:: About this task ::
Take each line in the entries below that holds "setLineDash" and show it.

:: Material supplied ::
Content starts
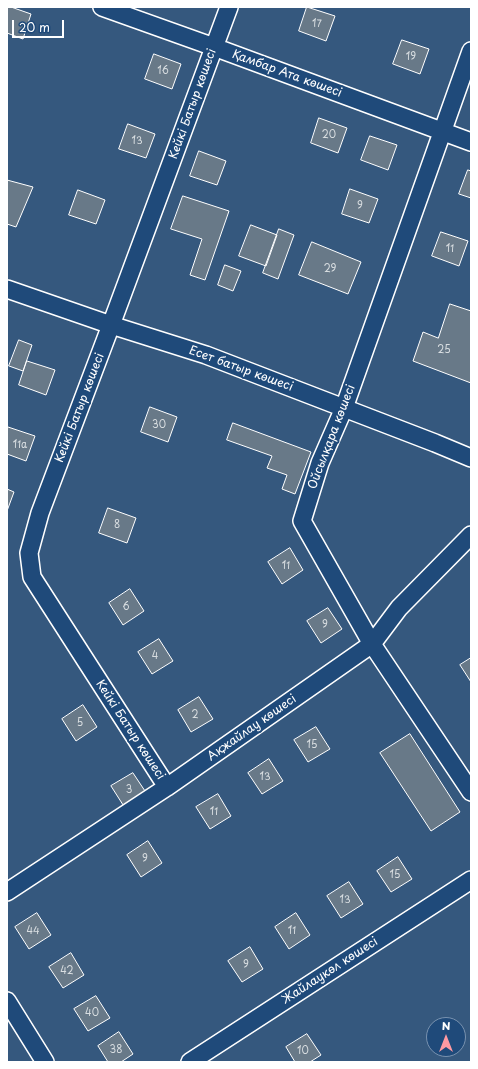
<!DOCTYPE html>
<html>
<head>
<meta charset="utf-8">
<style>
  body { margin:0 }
  #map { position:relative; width:478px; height:1069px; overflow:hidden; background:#35587e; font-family:"Playpen Sans",sans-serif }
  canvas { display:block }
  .frame { position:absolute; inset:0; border:8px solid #fff; pointer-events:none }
  .north { position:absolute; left:426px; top:1017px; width:40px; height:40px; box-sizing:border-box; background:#1f4a7a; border:1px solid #7992af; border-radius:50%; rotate:0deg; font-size:11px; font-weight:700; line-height:16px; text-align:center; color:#fff }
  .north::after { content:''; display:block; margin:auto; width:14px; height:18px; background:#ff9aa2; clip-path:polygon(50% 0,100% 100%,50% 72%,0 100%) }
  .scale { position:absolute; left:12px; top:20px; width:52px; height:18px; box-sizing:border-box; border:2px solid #fff; border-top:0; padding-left:5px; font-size:12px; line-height:14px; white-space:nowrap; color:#fff; -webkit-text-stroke:3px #1f4a7a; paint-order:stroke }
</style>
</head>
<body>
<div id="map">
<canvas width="478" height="1069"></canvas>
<div class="frame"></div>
<div class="north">N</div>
<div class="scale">20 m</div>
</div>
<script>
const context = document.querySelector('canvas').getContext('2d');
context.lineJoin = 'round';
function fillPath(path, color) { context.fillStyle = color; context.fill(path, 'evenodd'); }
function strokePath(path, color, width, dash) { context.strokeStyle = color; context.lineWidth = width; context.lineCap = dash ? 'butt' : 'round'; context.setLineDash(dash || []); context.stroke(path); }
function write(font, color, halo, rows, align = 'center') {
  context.font = font + ' "Playpen Sans",sans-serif'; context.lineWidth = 4; context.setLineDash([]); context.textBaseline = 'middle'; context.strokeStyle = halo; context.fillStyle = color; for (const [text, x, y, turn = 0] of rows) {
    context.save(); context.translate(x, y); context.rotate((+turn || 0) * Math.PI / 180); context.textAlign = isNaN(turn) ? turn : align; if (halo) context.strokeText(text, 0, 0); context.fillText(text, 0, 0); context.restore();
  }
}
const building = new Path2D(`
  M 7,7 L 11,7 L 31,14 L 23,39 L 7,33 Z
  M 307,7 L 335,16 L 326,41 L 299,31 Z
  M 402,40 L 429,49 L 420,74 L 393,64 Z
  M 154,54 L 181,64 L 172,89 L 145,79 Z
  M 319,118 L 347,128 L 338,153 L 311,143 Z
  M 128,124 L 155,134 L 146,158 L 119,149 Z
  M 370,136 L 397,145 L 388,170 L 361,160 Z
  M 199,151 L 226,161 L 217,185 L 190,176 Z
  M 468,170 L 471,171 L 471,198 L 459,194 Z
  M 7,180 L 33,187 L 16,227 L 7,224 Z
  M 350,189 L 378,199 L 369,223 L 342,214 Z
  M 78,190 L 105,200 L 96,224 L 69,215 Z
  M 183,196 L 229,211 L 205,280 L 190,275 L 202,239 L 171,229 Z
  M 251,225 L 277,235 L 266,266 L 239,256 Z
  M 279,229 L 294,235 L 278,279 L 263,273 Z
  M 441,232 L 468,241 L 459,266 L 432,256 Z
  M 312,242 L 361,262 L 348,294 L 299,275 Z
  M 225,265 L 241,271 L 233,291 L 218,285 Z
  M 450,304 L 471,311 L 471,383 L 413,361 L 423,332 L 438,338 Z
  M 19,340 L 32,345 L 23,371 L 9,366 Z
  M 27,361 L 55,370 L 46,395 L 19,385 Z
  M 150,407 L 177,417 L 168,442 L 141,432 Z
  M 233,423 L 311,452 L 295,494 L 282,489 L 287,475 L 267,468 L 272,456 L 227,440 Z
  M 8,427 L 35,436 L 26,461 L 7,454 Z
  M 7,489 L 14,492 L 7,511 Z
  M 108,508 L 136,518 L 127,543 L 99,533 Z
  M 290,548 L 303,570 L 282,584 L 268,562 Z
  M 130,589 L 144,611 L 123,625 L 109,603 Z
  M 328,608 L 342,629 L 321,643 L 307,621 Z
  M 159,639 L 173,661 L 152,674 L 138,652 Z
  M 471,658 L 471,682 L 460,665 Z
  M 199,697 L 213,719 L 191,732 L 178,710 Z
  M 83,705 L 97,727 L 76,741 L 62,719 Z
  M 316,727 L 330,749 L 308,762 L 294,740 Z
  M 410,734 L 460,812 L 431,831 L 380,753 Z
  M 269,759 L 283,781 L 262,794 L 248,773 Z
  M 133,773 L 147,794 L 125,808 L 111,786 Z
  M 218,794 L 231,816 L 210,829 L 196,807 Z
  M 148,841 L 162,863 L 141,877 L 127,855 Z
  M 398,857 L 412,879 L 391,892 L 377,871 Z
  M 349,882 L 363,904 L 341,918 L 327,896 Z
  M 37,913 L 51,935 L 29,949 L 15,927 Z
  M 296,913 L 310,935 L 289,949 L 275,927 Z
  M 250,947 L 263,969 L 242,982 L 228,961 Z
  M 71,953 L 84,975 L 63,988 L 49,967 Z
  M 96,996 L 110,1018 L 88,1031 L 74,1009 Z
  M 119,1032 L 133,1054 L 121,1062 L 108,1062 L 98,1046 Z
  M 307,1034 L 321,1055 L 310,1062 L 295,1062 L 286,1047 Z`);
fillPath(building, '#687988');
strokePath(building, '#fff', 1);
const minor = new Path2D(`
  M 102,7 L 214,47 L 471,142
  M 471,51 L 344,408 L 320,463 L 302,521 L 372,644 L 471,792
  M 7,289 L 111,325 L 206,355 L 435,443 L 471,458
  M 167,787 L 32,577 L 29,553 L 40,513 L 111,325 L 229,7
  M 7,892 L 167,787 L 372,644 L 399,608 L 471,535
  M 7,1001 L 45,1062
  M 190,1062 L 471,880`);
strokePath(minor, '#fff', 20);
strokePath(minor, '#1f4a7a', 17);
write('10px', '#d9dee1', null, [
  ["17",317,24],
  ["19",411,57],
  ["16",163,71],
  ["20",329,135],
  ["13",137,141],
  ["9",360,206],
  ["11",450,249],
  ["29",330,269],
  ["25",444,350],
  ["30",159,425],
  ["11а",20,445],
  ["8",117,525],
  ["11",286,566],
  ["6",126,607],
  ["9",325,625],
  ["4",155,656],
  ["2",195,715],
  ["5",80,723],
  ["15",312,745],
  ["13",265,777],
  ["3",129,790],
  ["11",214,812],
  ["9",145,859],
  ["15",395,875],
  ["13",345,900],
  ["44",33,931],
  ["11",292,931],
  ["9",246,965],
  ["42",67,971],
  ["40",92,1013],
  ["38",116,1050],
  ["10",303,1051]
]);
write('12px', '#fff', '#1f4a7a', [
  ["Қамбар Ата көшесі",287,74,20],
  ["Кейкі Батыр көшесі",193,104,-70],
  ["Есет батыр көшесі",241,369,20],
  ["Кейкі Батыр көшесі",80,408,-69],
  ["Ойсылқара көшесі",332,437,-69],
  ["Ақжайлау көшесі",252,728,-35],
  ["Кейкі Батыр көшесі",130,730,57],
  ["Жайлаукөл көшесі",330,971,-33]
]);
</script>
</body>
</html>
Content ends
:: Reply ::
function strokePath(path, color, width, dash) { context.strokeStyle = color; context.lineWidth = width; context.lineCap = dash ? 'butt' : 'round'; context.setLineDash(dash || []); context.stroke(path); }
  context.font = font + ' "Playpen Sans",sans-serif'; context.lineWidth = 4; context.setLineDash([]); context.textBaseline = 'middle'; context.strokeStyle = halo; context.fillStyle = color; for (const [text, x, y, turn = 0] of rows) {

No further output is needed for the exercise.